A transit driver who's been fired amid a controversy over Calgary's Pride bus says he wasn't alone in his reluctance to take the wheel of the rainbow-wrapped vehicle.
Jesse Rau says one driver even phoned him personally to say that he'd drive the Pride bus if he was assigned to it, but that he resented it.
The Pride bus was driven on different routes in the city until the Pride Parade, which took place last weekend.
Artur Pawlowski, pastor of the Street Church in Calgary of which Rau is a member, said he's expecting hundreds of people to attend a rally in support of Rau at Calgary City Hall on Oct. 10.
Doug Morgan of Calgary Transit wasn't available on Saturday to answer whether other drivers expressed opposition to driving the bus.
City officials said in their termination letter that Rau, who was still on probation, was losing his job for breaching the city's code of conduct and media relations policy.
"I was really grilled by quotes that other people made on my Facebook," Rau said about a meeting he had with his bosses before he was fired.
"They're not my views.
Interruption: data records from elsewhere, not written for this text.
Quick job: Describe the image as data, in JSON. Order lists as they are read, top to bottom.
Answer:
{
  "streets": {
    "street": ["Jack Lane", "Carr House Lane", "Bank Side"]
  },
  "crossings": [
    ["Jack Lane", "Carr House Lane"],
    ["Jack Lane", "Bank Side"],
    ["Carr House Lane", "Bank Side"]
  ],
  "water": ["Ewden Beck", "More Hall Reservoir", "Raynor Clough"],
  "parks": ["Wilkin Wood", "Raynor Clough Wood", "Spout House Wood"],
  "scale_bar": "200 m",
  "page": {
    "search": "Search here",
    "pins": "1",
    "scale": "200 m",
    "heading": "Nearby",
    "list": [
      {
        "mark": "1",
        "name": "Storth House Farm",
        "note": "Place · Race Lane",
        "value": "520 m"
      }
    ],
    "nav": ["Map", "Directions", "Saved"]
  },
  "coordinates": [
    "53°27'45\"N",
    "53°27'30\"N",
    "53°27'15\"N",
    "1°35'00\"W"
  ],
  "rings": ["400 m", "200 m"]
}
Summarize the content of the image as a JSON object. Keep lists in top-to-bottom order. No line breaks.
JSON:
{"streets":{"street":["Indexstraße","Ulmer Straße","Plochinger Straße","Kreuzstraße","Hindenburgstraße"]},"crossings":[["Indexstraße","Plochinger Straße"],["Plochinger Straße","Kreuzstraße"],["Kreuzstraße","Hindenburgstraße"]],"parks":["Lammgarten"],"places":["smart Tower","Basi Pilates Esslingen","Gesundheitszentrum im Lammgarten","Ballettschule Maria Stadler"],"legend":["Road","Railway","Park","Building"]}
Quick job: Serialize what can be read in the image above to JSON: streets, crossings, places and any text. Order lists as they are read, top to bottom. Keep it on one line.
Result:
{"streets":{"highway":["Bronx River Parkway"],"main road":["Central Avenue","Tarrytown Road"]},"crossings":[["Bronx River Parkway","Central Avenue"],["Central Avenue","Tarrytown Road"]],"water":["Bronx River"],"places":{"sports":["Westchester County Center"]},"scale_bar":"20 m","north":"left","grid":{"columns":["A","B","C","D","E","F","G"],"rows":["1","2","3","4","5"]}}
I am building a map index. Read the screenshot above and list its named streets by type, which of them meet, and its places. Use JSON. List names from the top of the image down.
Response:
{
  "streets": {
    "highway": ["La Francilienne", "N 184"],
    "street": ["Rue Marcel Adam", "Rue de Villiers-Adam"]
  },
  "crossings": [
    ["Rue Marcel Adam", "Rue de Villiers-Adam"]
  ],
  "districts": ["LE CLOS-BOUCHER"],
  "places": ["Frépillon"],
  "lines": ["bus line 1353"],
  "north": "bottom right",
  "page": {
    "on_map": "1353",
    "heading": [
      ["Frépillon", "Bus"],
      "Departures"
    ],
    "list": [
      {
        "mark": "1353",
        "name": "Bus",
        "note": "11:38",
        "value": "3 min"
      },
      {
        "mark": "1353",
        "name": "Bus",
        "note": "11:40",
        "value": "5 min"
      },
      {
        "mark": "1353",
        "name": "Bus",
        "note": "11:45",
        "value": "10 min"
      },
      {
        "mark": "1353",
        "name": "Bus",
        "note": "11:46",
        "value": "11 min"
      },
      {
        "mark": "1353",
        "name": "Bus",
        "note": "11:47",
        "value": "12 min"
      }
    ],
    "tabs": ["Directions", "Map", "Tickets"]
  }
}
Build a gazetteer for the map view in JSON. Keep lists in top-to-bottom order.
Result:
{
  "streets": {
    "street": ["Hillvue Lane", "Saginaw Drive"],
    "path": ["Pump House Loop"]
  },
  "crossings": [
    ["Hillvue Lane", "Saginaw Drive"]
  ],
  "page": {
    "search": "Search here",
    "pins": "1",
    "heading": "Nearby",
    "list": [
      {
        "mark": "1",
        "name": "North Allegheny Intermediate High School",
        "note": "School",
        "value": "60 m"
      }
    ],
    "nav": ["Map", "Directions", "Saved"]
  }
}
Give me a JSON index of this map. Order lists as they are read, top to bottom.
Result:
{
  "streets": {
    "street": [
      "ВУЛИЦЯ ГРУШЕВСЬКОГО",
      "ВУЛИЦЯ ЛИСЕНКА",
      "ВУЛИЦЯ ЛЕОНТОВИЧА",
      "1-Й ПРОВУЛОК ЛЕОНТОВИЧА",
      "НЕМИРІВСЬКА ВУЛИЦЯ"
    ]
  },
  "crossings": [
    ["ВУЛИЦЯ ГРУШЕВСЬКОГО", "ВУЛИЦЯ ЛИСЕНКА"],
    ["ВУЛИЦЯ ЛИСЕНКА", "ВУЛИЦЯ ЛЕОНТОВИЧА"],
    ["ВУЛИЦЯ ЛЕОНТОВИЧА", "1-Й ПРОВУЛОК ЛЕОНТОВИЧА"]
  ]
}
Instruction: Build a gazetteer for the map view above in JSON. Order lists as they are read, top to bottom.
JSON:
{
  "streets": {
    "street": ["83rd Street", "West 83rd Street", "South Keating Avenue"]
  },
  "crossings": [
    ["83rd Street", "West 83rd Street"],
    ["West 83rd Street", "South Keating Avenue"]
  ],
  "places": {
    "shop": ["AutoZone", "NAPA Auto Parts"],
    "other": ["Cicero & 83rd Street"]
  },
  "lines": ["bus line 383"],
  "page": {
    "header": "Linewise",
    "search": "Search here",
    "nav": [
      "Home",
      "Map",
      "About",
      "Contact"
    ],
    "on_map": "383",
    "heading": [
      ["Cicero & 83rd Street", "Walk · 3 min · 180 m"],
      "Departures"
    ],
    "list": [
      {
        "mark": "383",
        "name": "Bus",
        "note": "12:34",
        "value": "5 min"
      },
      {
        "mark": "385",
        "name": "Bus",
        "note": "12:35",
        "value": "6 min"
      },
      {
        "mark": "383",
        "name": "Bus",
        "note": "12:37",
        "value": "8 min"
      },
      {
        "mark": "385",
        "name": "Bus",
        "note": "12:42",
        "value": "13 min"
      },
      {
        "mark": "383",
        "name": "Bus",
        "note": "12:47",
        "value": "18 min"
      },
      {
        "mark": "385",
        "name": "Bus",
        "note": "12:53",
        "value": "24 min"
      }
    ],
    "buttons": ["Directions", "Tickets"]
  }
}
I shouldn't even be asked about them," he continued.
"They asked me why I didn't remove (them). I said I left it because I support free speech."
Rau's termination was welcomed by many on social media.
"Calgary Transit made the right decision. Rainbow bus reigns!" a tweet from OutTV on Saturday said.
Craig Sklenar with Calgary Pride said the organization wasn't commenting on the case, noting it was between Calgary Transit and its employees. He did note that Pride appreciated the support from transit with the bus in this year's 25th annual parade.
"It was one of the most popular things in the Pride parade this year," Sklenar said.
The termination letter, which Rau distributed to media on Friday, pointed out that Rau had never been asked to operate the Pride bus and was specifically advised he would not be assigned to it.
The letter also says Rau falsely accused the city of fabricating a driving complaint against him in order to "sabotage" him. It also says he posted "Nazi-related content" to Facebook, where he identified himself as a bus driver.
Rau said one of the photos depicted a Nazi shooting a Jew, who was holding a child, in the back. He said it's clear the posts are anti-Nazi and that he explained that to his bosses.
"They didn't understand the photo," he said. "I believe we're losing our freedoms in the West."
Morgan told media on Friday when he was asked about Rau's case that he couldn't discuss specifics of a personnel matter, but that drivers are expected to uphold a code of conduct.
Rau agreed that his superiors told him the bus wouldn't be used on his route. He said that's fine for him, but that other drivers on other routes would feel pressured to drive the bus even if they didn't support Pride.
Rau calls the Pride parade a "sex event." The Street Church, meanwhile, has condemned gay people on its website as minions of Satan.
He said that after he expressed his opposition to driving the bus, Calgary Transit eventually asked drivers if they wanted to drive it.
"That's awesome. That's how it should have been in the first place," Rau said.